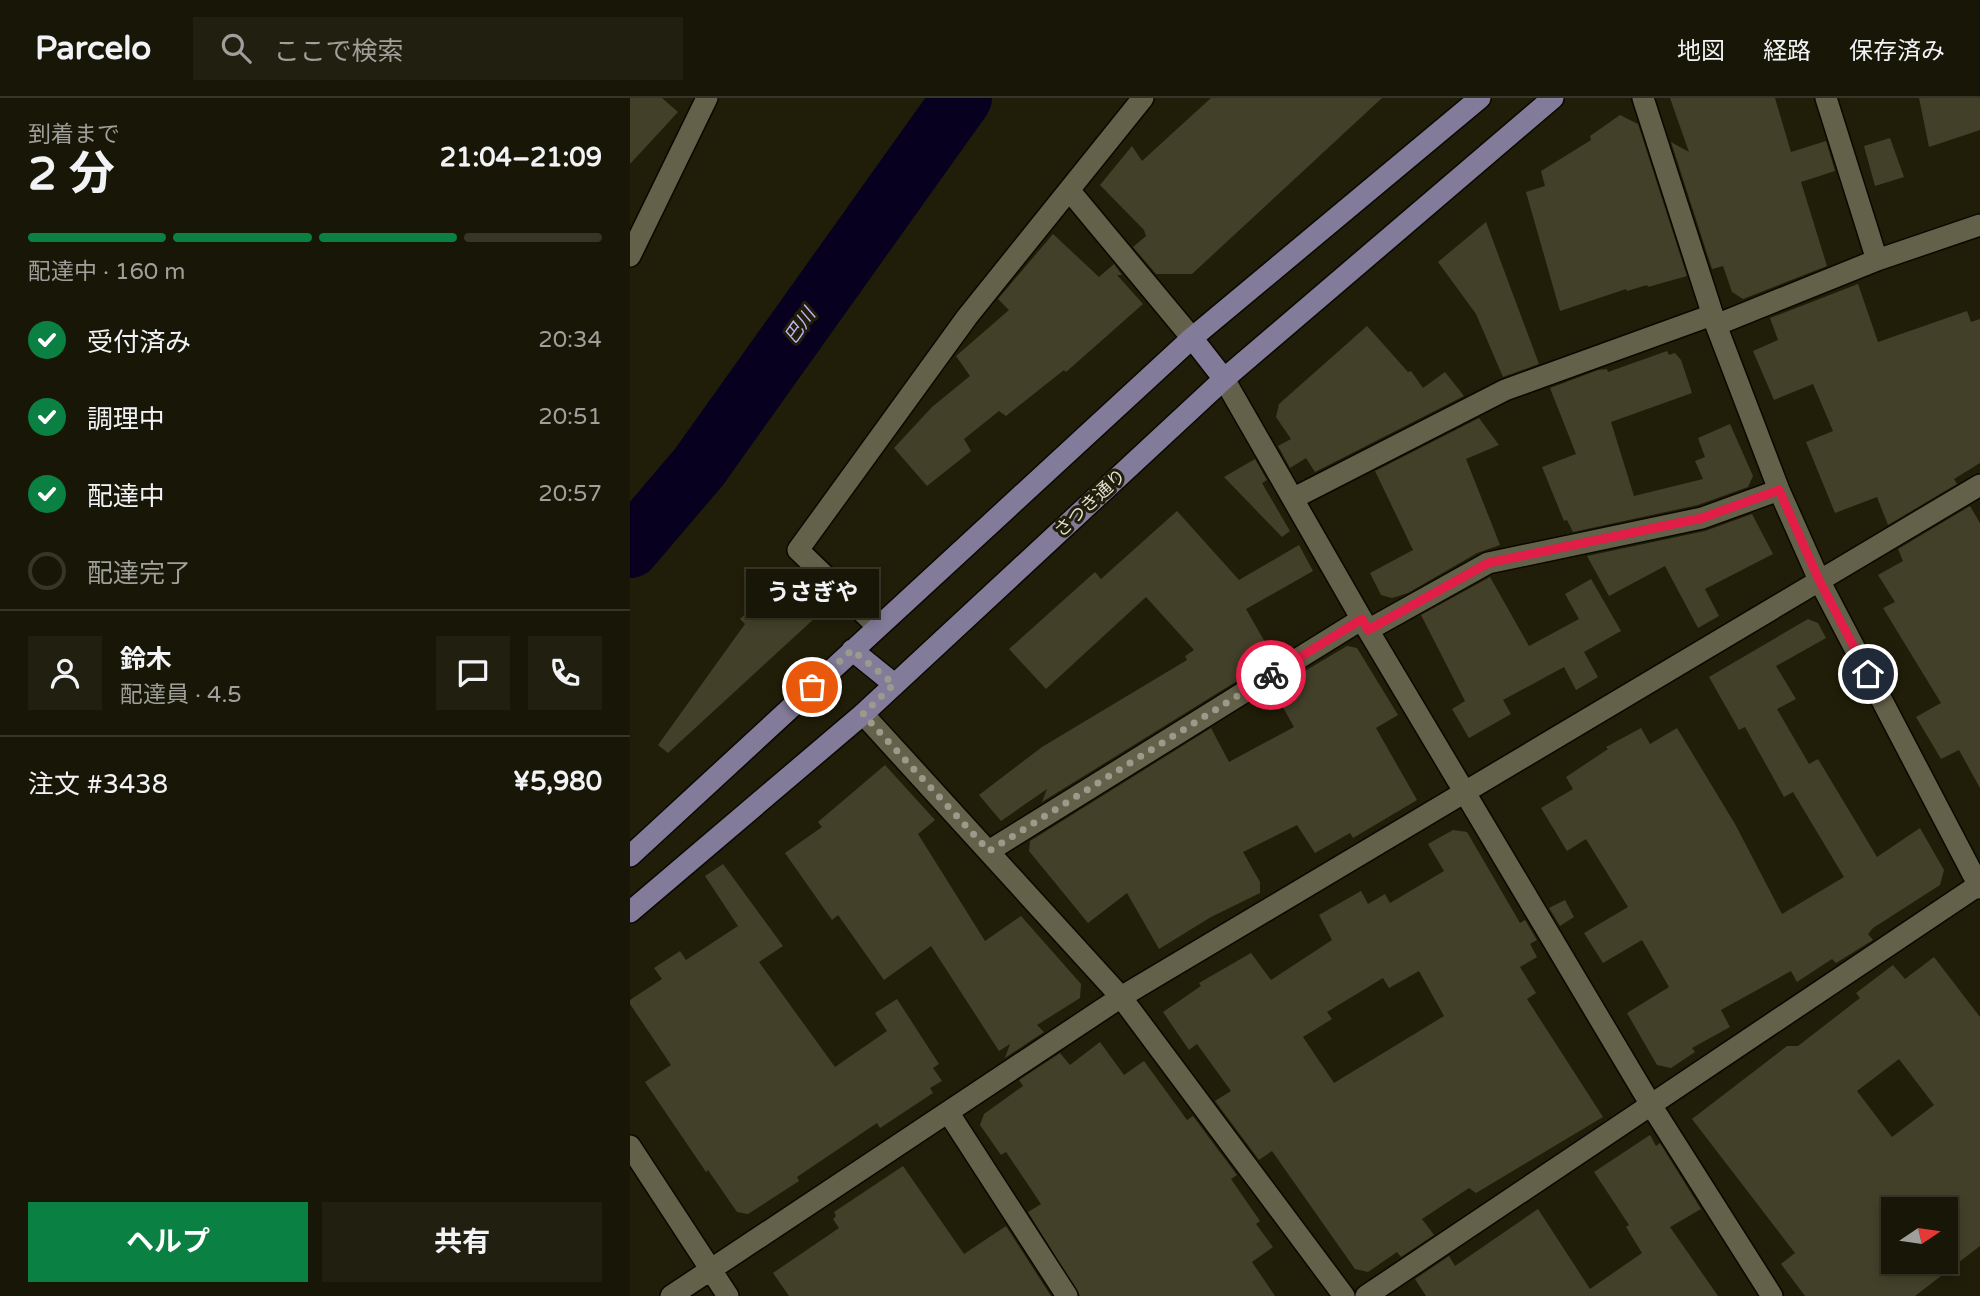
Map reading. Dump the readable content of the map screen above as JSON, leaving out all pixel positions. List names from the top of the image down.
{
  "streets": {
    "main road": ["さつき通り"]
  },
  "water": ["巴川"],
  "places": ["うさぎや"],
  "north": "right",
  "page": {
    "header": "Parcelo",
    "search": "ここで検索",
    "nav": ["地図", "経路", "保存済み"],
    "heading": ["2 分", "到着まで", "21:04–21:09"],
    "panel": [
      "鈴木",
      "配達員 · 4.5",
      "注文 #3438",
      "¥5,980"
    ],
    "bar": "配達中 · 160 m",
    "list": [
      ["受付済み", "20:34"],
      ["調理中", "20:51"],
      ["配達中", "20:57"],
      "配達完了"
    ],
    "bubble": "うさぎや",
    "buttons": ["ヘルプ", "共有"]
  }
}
+--
:: Task to complete ::
Leave out the pictures and output everything else in the records exactly.

:: Answer section ::
Map reading. Dump the readable content of the map screen above as JSON, leaving out all pixel positions. List names from the top of the image down.
{
  "streets": {
    "main road": ["さつき通り"]
  },
  "water": ["巴川"],
  "places": ["うさぎや"],
  "north": "right",
  "page": {
    "header": "Parcelo",
    "search": "ここで検索",
    "nav": ["地図", "経路", "保存済み"],
    "heading": ["2 分", "到着まで", "21:04–21:09"],
    "panel": [
      "鈴木",
      "配達員 · 4.5",
      "注文 #3438",
      "¥5,980"
    ],
    "bar": "配達中 · 160 m",
    "list": [
      ["受付済み", "20:34"],
      ["調理中", "20:51"],
      ["配達中", "20:57"],
      "配達完了"
    ],
    "bubble": "うさぎや",
    "buttons": ["ヘルプ", "共有"]
  }
}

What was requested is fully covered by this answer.